◆ **REQUIREMENT**: Repeat the lines of the data exactly, from the first one through the one that contains "position:relative; width:2034px; height:1431px;".

════

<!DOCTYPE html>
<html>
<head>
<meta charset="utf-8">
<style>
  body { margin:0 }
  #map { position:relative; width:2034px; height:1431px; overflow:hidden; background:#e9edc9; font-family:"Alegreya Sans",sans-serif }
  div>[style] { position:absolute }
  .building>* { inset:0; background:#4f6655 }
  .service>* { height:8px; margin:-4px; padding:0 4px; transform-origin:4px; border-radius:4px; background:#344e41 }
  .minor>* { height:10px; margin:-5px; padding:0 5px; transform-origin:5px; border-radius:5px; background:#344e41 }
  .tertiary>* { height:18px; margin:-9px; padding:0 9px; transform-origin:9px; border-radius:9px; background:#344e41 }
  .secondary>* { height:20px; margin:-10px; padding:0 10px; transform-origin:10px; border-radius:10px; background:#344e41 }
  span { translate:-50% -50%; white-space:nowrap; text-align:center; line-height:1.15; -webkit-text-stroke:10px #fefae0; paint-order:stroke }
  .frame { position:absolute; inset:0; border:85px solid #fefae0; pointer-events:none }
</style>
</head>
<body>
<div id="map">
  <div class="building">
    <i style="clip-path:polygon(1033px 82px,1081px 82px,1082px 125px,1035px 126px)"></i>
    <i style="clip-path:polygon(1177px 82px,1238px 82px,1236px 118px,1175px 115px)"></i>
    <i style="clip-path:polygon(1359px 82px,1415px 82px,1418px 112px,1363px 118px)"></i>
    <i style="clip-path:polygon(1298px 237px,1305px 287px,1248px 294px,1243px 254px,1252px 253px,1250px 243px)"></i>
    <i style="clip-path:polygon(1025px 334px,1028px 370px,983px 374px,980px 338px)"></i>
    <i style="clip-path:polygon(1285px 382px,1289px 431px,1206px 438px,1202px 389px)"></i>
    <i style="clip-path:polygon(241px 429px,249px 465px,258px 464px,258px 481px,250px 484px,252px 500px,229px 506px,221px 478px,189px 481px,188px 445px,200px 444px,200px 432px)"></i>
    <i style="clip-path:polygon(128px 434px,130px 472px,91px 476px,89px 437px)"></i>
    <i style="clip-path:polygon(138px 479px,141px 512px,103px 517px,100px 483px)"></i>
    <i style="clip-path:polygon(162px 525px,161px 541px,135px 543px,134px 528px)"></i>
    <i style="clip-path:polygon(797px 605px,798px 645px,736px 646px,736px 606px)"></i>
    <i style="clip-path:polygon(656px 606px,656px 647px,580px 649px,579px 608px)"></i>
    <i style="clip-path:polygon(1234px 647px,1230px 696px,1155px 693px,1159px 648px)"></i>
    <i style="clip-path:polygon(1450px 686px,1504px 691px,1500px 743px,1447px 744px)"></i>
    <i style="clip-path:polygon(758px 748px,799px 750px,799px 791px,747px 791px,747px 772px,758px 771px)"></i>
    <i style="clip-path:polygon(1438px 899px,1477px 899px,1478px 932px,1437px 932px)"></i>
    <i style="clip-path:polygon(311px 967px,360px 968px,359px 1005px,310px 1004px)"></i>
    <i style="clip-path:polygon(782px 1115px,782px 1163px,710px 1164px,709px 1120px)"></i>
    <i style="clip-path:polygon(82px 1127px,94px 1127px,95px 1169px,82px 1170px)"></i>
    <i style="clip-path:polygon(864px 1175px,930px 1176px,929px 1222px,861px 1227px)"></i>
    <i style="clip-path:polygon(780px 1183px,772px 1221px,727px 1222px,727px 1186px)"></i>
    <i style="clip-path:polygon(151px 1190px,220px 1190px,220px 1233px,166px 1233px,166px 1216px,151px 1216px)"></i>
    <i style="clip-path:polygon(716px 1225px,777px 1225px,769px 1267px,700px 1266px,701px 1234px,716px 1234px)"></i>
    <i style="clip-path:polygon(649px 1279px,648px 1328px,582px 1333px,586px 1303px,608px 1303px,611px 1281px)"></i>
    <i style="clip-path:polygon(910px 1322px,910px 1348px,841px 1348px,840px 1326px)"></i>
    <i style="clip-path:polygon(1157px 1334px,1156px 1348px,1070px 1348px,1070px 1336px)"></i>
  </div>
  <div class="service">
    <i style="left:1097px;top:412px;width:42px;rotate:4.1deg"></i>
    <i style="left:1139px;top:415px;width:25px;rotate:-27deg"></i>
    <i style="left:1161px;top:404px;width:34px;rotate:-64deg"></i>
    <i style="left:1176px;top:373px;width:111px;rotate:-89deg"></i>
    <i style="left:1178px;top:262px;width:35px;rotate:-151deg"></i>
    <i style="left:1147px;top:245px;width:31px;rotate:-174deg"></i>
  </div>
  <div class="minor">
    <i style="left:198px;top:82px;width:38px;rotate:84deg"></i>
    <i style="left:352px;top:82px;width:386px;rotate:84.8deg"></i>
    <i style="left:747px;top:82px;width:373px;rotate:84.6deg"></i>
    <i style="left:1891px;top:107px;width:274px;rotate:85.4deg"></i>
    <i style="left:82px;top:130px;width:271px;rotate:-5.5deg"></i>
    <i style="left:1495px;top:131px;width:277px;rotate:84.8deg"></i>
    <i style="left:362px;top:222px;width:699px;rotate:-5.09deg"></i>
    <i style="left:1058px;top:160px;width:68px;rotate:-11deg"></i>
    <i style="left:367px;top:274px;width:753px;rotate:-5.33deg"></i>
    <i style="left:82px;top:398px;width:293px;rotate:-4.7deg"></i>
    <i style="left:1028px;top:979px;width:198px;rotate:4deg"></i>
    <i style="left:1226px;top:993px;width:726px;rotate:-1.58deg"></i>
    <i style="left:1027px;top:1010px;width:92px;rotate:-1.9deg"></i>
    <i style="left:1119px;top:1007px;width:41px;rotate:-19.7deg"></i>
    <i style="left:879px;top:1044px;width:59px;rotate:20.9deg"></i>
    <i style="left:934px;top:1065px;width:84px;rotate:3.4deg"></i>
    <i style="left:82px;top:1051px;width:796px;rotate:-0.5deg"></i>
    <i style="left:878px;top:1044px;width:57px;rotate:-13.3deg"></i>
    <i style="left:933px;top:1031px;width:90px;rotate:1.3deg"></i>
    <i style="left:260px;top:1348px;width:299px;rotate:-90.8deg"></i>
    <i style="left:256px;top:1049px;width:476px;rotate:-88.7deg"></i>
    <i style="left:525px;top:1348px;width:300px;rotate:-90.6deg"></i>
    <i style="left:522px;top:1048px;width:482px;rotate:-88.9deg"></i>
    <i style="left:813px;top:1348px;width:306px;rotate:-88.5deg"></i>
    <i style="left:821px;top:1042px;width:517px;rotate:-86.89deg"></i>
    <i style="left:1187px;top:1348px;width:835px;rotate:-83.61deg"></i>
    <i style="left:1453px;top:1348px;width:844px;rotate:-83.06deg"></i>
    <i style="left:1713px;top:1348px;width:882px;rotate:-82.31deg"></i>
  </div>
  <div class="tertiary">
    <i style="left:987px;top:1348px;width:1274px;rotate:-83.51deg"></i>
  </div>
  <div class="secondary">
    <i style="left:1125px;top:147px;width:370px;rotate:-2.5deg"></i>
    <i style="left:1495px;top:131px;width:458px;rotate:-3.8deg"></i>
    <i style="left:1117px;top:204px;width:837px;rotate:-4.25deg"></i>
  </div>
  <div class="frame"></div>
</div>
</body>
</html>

════

◆ **RESPONSE TO THIS EXERCISE**:
<!DOCTYPE html>
<html>
<head>
<meta charset="utf-8">
<style>
  body { margin:0 }
  #map { position:relative; width:2034px; height:1431px; overflow:hidden; background:#e9edc9; font-family:"Alegreya Sans",sans-serif }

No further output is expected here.